By Brandi Fullwood, Alec Cowan, Sarah Leibovitz and Zaki Barak Hamid 
KUOW Photo/ Alec Cowen
The towns of Malden and Pine City burned to the ground on Labor Day 2020 — 85% of buildings were gone. Residents were displaced. And federal relief was delayed for months. A team of KUOW journalists produced an hour-long Labor Day special for the one year anniversary of the fire, documenting both the impact of the fire and the complicated recovery process.  
How We Adapt: Climate Change on the West Coast

How We Adapt: Climate Change on the West Coast with Marketplace’s Molly Wood 

By KUOW, OPB, KPCC, KQED and American Public Media
KUOW Graphic / Teo Popescu

This July, west coast public media stations joined forces with American Public Media for a discussion on how the west coast is responding to climate change. The conversations highlighted the work of communities across three states – and provided a solutions-oriented look at how we might turn things around. 

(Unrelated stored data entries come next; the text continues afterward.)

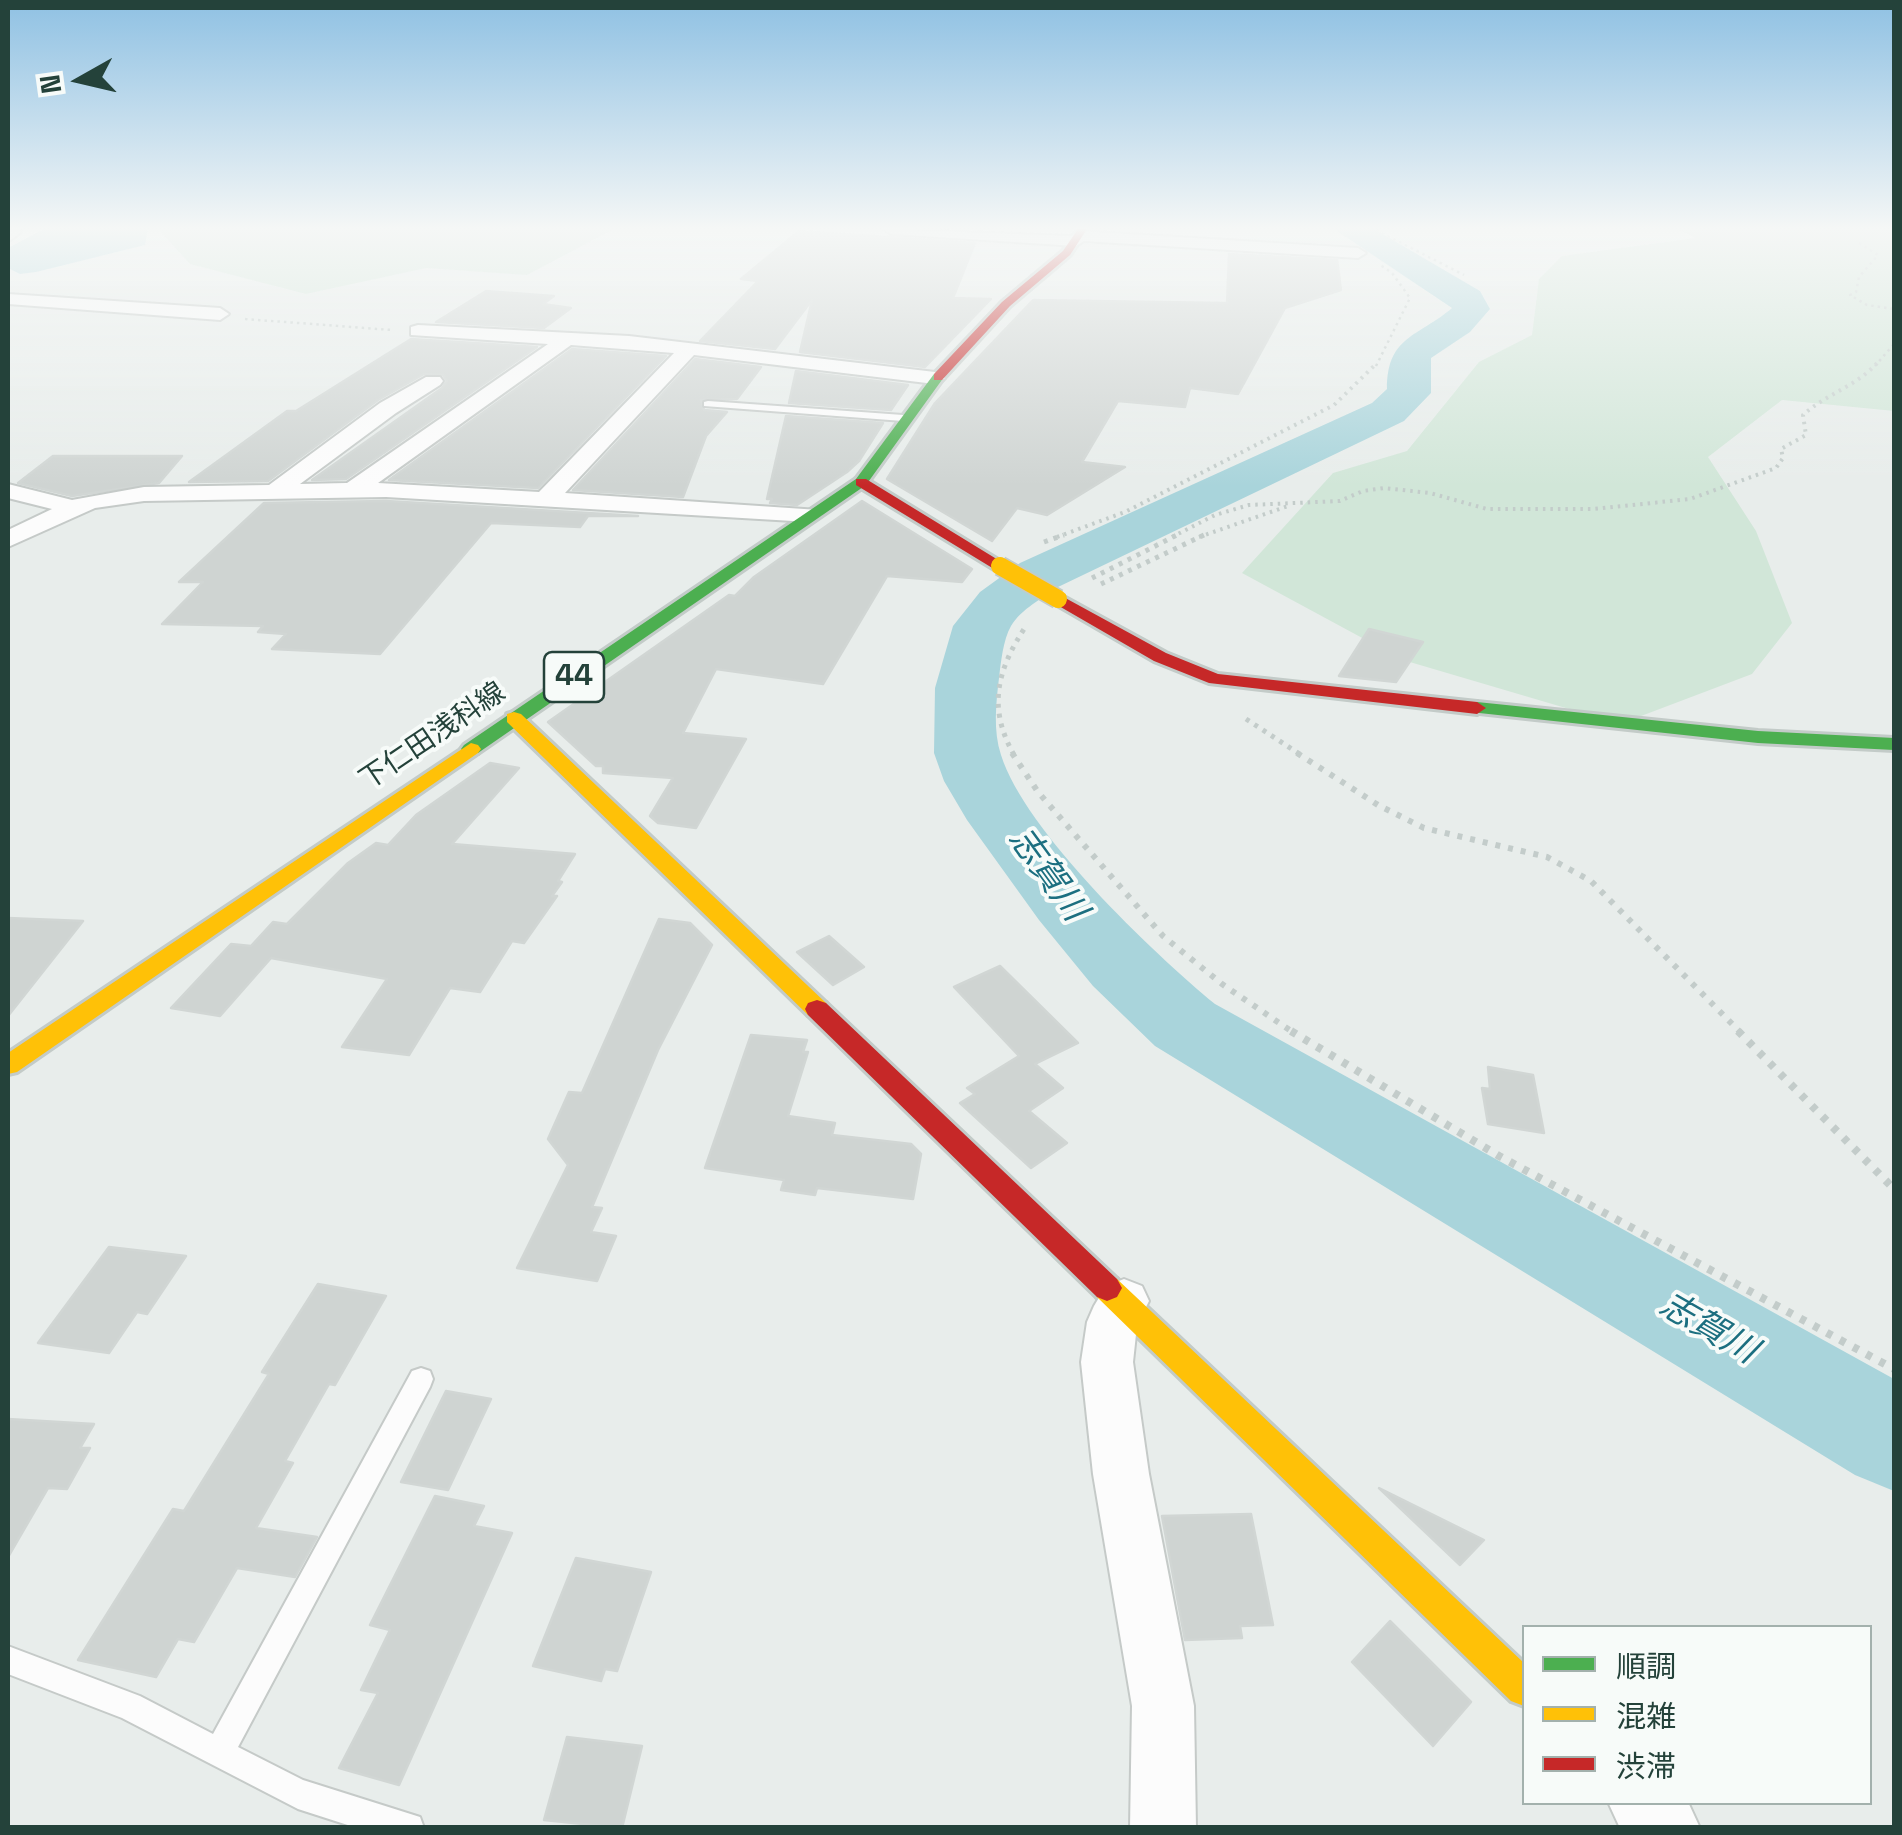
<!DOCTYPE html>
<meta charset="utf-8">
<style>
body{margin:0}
#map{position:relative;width:1902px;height:1835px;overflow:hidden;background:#e8edeb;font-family:"Space Grotesk","Noto Sans JP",sans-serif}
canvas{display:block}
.frame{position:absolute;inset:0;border:10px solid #24423a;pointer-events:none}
.legend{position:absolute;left:1522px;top:1625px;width:350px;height:180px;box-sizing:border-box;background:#f7fbf9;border:2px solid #a3b1ad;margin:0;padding:12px 18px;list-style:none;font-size:30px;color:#24423a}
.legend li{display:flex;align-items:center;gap:20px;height:50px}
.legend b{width:50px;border:2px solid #a3b1ad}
.north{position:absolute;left:30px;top:30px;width:100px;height:100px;-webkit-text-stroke:8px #f7fbf9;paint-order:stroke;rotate:262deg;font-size:28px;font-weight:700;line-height:40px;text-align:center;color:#24423a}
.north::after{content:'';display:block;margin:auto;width:35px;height:45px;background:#24423a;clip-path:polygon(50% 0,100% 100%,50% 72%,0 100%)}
</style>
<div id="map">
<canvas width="1902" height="1835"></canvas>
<div class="frame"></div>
<ul class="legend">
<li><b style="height:12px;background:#4caf50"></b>順調</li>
<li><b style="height:12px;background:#ffc107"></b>混雑</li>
<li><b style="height:12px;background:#c62828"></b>渋滞</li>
</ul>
<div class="north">N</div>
</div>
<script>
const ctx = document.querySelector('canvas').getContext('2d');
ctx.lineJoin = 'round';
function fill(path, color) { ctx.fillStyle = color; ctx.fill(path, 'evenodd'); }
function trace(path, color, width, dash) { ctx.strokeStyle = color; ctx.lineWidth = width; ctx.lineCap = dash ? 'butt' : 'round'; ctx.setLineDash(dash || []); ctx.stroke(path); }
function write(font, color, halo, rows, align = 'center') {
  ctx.font = font + ' "Space Grotesk","Noto Sans JP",sans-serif'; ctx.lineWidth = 8; ctx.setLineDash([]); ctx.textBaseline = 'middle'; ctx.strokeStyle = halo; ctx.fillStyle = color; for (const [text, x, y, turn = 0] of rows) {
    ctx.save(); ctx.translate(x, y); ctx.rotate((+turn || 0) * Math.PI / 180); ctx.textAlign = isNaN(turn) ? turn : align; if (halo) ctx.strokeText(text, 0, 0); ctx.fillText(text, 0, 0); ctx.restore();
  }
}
fill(new Path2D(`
 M158 229H614L527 275 426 268 306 294 190 264Z
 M1678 229H1894V411L1782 400 1708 457 1756 531 1792 623 1752 674 1620 724 1403 660 1242 573 1333 473 1407 451 1479 362 1532 335 1539 279 1562 256 1695 238Z`), '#d1e6d8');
fill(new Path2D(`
 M44 229H148L145 245 36 272 20 274 8 268V248Z`), '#a9d4db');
fill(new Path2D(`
 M1334 229H1374L1480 291 1490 309 1470 332 1431 358V393L1404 421 1058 587C1043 598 1021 609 1011 626 1003 640 1001 662 999 678 996 703 993 731 1001 755 1025 831 1152 952 1215 1004L1894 1379V1491L1855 1475 1155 1046 1093 986 1039 920 967 820 944 781 934 753 935 688 953 626 980 592 1020 563 1372 403 1387 389C1387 336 1418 337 1452 308Z`), '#a9d4db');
const building = new Path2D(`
 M799 231 975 243 953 298 991 299 925 367 800 352 812 300 775 349 700 341 758 281 741 279Z
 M1229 254 1337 260 1341 290 1285 308 1238 394 1190 388 1185 407 1118 401 1082 462 1125 467 1047 515 1017 508 992 541 887 479 935 403 1033 300 1227 303Z
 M486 291 554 296 543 304 571 308 544 328 436 322Z
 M411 339 537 347 346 479 312 480 442 388 447 381 443 375 424 374 378 400 268 481 189 482 287 411H296Z
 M572 349 666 356 538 488 389 480Z
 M695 359 761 367 737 399 701 400 704 410 727 412 706 436 683 497 573 490Z
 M796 371 908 385 891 410 789 403Z
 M786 416 883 423 859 461 847 472 797 505 770 503 772 499H767Z
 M53 456H182L159 483 72 496 18 483Z
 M386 501 638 516H588L580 527 491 523 380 654 272 649 286 634 258 632 263 626 162 624 203 582H179L264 503Z
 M862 501 972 569 962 582 887 576 823 684 716 669 683 733 746 739 696 828 658 823 650 816 673 778 603 773V766H596L548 722 729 595 735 596 754 577Z
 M1369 629 1423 642 1396 682 1339 676Z
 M490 763 519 768 452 844 575 854 558 881 562 882 552 896H557L524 943 512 941 480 992 450 988 409 1055 342 1047 387 979 271 958 220 1016 171 1008 231 944 251 946 273 922 287 924 348 863 376 843 388 845 416 815Z
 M8 918 83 921 8 1016Z
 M659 919 690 923 712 945 658 1050 592 1207 602 1208 591 1232 616 1236 597 1281 517 1268 568 1165 548 1139 569 1092 582 1093Z
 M829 936 864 967 833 985 797 952Z
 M1000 966 1078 1043 1035 1064 1063 1088 1029 1111 1067 1143 1031 1168 960 1103 975 1094 967 1088 1019 1056 954 987Z
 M751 1035 807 1040 803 1052H808L788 1116 835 1123 832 1135 911 1144 921 1154 913 1199 817 1188 815 1195 781 1190 784 1180 705 1168Z
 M1488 1067 1533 1075 1544 1133 1488 1124 1482 1088 1490 1089Z
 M109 1247 186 1256 147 1314 137 1312 109 1353 38 1343Z
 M318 1284 386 1296 335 1385 329 1384 285 1461 293 1463 256 1528 317 1537 295 1577 237 1568 194 1642 178 1639 156 1677 78 1660 173 1509 184 1511 269 1374 262 1372Z
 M446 1391 491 1399 448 1490 401 1482Z
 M8 1419 94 1424 80 1448H90L67 1489 48 1488 8 1557Z
 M1379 1488 1484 1540 1460 1565Z
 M435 1496 484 1506 474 1526 512 1533 399 1785 339 1768 378 1693 361 1690 390 1630 370 1625Z
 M1251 1514 1273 1625 1240 1626 1242 1638 1185 1640 1162 1516Z
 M576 1558 651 1572 617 1671 605 1669 601 1681 533 1666Z
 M1390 1621 1471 1702 1433 1746 1352 1662Z
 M567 1737 642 1746 622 1828 544 1820Z`);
fill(building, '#cfd4d2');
trace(building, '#d1d6d4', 2.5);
const lane = new Path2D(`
 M708 401 903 415 908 418 903 421 704 406V402Z
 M421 1368 430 1371 433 1379 430 1387 238 1747 303 1780 420 1817 424 1828H357L298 1809 122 1718 8 1674V1646L140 1696 213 1734 412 1371Z`);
const street = new Path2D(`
 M8 229H19L21 232 8 242Z
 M883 229 1071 236 1079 231 1358 248 1366 253 1358 258 1084 241 1076 246 891 234Z
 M8 294 220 308 229 314 220 320 8 304Z
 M418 325 629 336 935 372 945 378 935 384 694 355 565 493 819 510 822 515 810 522 386 497 144 501 95 508 8 547V530L52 509 8 498V484L72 500 144 487 269 485 380 403 426 377H440L443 381 440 385 396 413 300 484 347 483 548 344 411 335V327ZM571 345 674 353 539 492 378 483Z
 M1124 1279 1142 1286 1149 1301 1137 1325 1133 1362 1149 1474 1194 1706 1196 1828H1130L1132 1706 1093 1474 1081 1362 1087 1322 1094 1306 1106 1286Z
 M1608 1802H1688L1700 1828H1620Z`);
const fast = new Path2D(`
 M934 374 944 377 866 485 478 753H464L461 749 464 745 856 479Z
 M1477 702 1758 731 1894 738V750L1758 743 1470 712V704Z`);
const slow = new Path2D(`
 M514 712 521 714 826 1003 829 1009 826 1015H808L507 722V714Z
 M471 743 478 745 481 749 478 753 17 1072 8 1074V1053Z
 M1107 1275 1117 1279 1524 1663V1706L1511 1701 1097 1297 1092 1288 1097 1279Z`);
const jam = new Path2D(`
 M1078 229H1087L1070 255 1010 306 942 380H934V374L1002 302 1063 251Z
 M856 479H866L1008 566 994 569 856 485Z
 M1058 594 1166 653 1218 674 1477 702 1486 708 1477 714 1209 683 1154 661 1052 602V596Z
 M817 1000 826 1003 1117 1279 1122 1288 1117 1297 1107 1301 1097 1297 808 1015 805 1009 808 1003Z`);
trace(lane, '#c5cac8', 4);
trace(street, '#c5cac8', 4);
trace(fast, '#c3cbc8', 6);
trace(slow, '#c3cbc8', 6);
trace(jam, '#c3cbc8', 6);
trace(new Path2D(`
 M1376 230 1464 275
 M1859 243 1878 255 1859 277 1856 292 1850 295 1867 305 1894 309
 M245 319 392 330
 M1376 366 1410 298 1392 273 1379 264
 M1875 366 1894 344`), '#c3ccca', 2.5, [2.5, 4]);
trace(new Path2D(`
 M1057 537 1125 512 1334 405 1377 363
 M1172 537 1215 515 1249 505 1340 501 1363 491 1384 488 1430 493 1487 509H1594L1690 499 1776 468 1783 458 1781 449 1806 435 1803 415C1826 394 1857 386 1877 363
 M1199 537 1288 506`), '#c3ccca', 4, [2.5, 5]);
trace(new Path2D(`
 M1044 542 1064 535
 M1092 578 1177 535
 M1101 584 1204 535
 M1246 719 1301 755
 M1014 755C987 707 997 670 1026 626`), '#c3ccca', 5, [4, 6]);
trace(new Path2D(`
 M1012 753 1038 792 1163 936 1222 984 1294 1033
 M1297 753 1378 805 1424 828 1547 857 1591 881 1741 1033`), '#c3ccca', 6, [5, 8]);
trace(new Path2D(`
 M1291 1031 1499 1156 1894 1369
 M1738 1031 1894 1189`), '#c3ccca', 8, [6, 9]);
fill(lane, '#fcfcfc');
fill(street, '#fcfcfc');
fill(fast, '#4caf50');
fill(slow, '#ffc107');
fill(jam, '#c62828');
const slowBridge = new Path2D(`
 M1000 566 1058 599`);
trace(slowBridge, '#c3cbc8', 21, []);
trace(slowBridge, '#ffc107', 18);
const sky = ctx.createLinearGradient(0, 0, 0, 486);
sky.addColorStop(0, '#8fc1e3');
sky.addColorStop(0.47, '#f5f7f6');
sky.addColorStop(1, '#f5f7f600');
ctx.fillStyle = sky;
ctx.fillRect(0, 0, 1902, 486);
write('28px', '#24423a', '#f7fbf9', [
 ["下仁田浅科線",433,737,-34]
]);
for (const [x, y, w] of [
 [574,677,60]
]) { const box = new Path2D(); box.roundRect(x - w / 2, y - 25, w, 50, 8); ctx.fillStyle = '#f7fbf9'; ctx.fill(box); trace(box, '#24423a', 2.5); }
write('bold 30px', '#24423a', null, [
 ["44",574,677]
]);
write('italic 35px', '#1c6f80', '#f7fbf9', [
 ["志賀川",1047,875,54],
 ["志賀川",1708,1329,30]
]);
</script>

Three teens get ready to record an interview in the library at the Judge Patricia H. Clark Children and Family Justice Center during a RadioActive podcasting workshop on April 15, 2021.

'They can never lock your mind up.' Three stories from juvenile jail 

By RadioActive Youth Media
Photo Courtesy of Megan Sobchuk


Since 2015, KUOW’s RadioActive Youth Media program has hosted workshops for youth in King County juvenile detention centers. This summer was the first time we’ve been allowed to distribute the stories publicly. Since the workshop, one of the youth we worked with went on to start his own podcast that he’s been producing from detention.